También me gusta mucho la pequeña y austera biblioteca del Olivar, en Lima, donde son más laxos y la gente puede llevar una coca cola y hasta un panecillo para consultar la prensa u ojear un libro. Tiene  amplios ventanales que  se abren a una lagunilla artificial, rodeada de bancas y olivos centenarios, estremecidos por la garúa, punteados por el canto monótono de las cuculíes. Es un lugar de funcionarios amables que no ponen pegas --de esas inverosímiles a las que son tan aficionados los funcionarios peruanos-- ni te contestan mal ni nada de eso. Al contrario, siempre están dispuestos a resolverle a uno cualquier cuestión, desde un enchufe que no llevamos los despistados junto con el ordenador, hasta el dato de ese libro que queremos consultar. Rodeada de jardines impecables, casonas antiguas y coquetas, viejos olivos que dan cuenta del paso del tiempo, me ofrece además la posibilidad de salir y estirar las piernas y reconciliarme una y otra vez con Lima.
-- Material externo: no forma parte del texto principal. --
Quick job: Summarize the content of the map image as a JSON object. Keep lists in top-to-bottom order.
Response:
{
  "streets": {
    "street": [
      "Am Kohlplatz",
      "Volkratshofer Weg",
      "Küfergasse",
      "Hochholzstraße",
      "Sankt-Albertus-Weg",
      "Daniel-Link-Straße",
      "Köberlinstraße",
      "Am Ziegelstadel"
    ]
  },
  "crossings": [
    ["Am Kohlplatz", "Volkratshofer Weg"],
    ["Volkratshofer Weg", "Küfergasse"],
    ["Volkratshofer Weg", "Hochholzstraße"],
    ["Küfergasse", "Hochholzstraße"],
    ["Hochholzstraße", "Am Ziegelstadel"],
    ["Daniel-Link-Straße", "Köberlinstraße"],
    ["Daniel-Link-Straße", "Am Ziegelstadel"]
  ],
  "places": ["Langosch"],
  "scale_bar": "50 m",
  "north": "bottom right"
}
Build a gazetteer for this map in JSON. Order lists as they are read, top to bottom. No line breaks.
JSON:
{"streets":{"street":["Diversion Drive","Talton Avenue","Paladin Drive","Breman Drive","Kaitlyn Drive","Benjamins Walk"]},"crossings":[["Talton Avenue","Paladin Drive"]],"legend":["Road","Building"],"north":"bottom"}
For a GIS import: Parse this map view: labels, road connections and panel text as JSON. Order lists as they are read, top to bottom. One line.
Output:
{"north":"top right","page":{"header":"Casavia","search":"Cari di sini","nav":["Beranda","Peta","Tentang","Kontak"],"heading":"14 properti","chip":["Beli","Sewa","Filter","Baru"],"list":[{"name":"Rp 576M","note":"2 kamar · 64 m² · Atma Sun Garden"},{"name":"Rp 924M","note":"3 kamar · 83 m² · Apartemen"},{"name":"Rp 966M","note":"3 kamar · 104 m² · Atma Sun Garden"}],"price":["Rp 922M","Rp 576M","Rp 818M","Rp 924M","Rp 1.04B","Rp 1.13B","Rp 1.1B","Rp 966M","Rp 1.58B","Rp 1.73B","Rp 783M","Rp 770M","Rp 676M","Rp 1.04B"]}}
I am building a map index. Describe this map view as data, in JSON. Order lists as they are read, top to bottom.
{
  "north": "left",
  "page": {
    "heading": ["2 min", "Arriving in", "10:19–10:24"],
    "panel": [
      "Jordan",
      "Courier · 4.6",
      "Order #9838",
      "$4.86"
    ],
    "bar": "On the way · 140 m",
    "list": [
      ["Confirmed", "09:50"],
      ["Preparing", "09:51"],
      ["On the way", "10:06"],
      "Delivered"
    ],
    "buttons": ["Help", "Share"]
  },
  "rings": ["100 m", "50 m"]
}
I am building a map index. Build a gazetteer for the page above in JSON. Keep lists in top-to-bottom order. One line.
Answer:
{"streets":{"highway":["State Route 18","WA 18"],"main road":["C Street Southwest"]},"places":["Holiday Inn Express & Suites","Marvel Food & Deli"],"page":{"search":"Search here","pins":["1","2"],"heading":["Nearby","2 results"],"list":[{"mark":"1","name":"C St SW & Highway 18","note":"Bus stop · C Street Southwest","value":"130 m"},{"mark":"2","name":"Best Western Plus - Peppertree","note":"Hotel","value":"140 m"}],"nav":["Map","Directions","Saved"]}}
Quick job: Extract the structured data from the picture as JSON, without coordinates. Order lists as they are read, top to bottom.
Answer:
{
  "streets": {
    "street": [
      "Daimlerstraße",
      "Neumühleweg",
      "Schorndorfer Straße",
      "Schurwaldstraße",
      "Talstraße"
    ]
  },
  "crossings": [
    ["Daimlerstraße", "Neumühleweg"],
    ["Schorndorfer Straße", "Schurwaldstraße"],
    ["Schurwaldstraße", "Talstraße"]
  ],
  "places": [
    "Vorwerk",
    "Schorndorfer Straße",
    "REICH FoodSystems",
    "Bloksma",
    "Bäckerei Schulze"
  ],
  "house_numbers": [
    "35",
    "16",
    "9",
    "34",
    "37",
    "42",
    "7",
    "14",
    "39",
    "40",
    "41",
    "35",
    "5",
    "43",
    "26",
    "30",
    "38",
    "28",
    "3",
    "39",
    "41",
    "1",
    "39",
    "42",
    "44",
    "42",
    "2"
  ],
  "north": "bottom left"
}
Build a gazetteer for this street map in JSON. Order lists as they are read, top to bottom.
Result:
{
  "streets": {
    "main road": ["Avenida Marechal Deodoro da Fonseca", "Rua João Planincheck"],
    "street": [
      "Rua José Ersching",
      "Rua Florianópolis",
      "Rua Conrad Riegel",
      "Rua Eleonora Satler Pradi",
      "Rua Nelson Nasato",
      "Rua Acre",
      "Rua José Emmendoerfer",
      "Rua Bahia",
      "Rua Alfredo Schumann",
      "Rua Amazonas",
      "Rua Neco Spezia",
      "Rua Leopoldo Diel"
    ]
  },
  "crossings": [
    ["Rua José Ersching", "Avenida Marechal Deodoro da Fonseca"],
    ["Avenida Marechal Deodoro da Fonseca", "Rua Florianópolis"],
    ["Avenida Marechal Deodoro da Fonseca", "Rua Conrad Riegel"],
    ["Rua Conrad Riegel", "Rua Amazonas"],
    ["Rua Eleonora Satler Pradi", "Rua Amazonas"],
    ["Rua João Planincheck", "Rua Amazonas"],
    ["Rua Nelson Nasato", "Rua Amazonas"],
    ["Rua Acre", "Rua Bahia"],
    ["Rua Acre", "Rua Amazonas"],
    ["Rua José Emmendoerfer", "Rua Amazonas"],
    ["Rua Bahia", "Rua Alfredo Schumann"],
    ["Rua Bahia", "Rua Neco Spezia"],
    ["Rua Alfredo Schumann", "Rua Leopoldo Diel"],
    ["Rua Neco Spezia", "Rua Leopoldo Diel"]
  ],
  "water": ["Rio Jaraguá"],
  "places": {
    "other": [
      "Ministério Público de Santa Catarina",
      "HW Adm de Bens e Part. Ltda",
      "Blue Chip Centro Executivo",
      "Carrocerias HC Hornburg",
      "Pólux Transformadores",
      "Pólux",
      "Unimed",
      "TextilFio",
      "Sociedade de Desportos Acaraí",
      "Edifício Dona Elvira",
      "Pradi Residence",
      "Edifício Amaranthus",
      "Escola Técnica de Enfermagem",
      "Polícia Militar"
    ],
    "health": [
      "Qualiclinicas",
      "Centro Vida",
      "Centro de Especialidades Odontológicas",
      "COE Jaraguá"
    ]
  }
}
La Biblioteca Pública de Nueva York (la famosa, la de la Quinta con la 42) al principio marea y amedrenta, con sus estampa cinematográfica y sus leones que parecen siempre estar posando majestuosos para una cámara. Tan grande, tan llena de pasillos y de mármoles, de salas rumorosas donde atienden bibliotecarias de gafas que parecen salidas de una película de los años cincuenta. Su sala de lectura principal, con mesas amplias de castaño y lamparitas doradas, individuales, le dan ese aire entre laborioso y sedante que tanto busca uno en las bibliotecas. La primera vez que fui --estaba terminando una novela, cogía el tren todas las mañanas desde Long Island-- me constó concentrarme, vencido por mi interés fetichista. Supongo que para un aficionado al fútbol sería como entrenar todos los días en el Santiago Bernabeu o en el Camp Nou... Pero además, es una biblioteca con tal cantidad de actividades que amerita un viaje exclusivamente para conocerla y disfrutarla. Es una pequeña ciudadela, cuyos muros están levantados con libros y más libros.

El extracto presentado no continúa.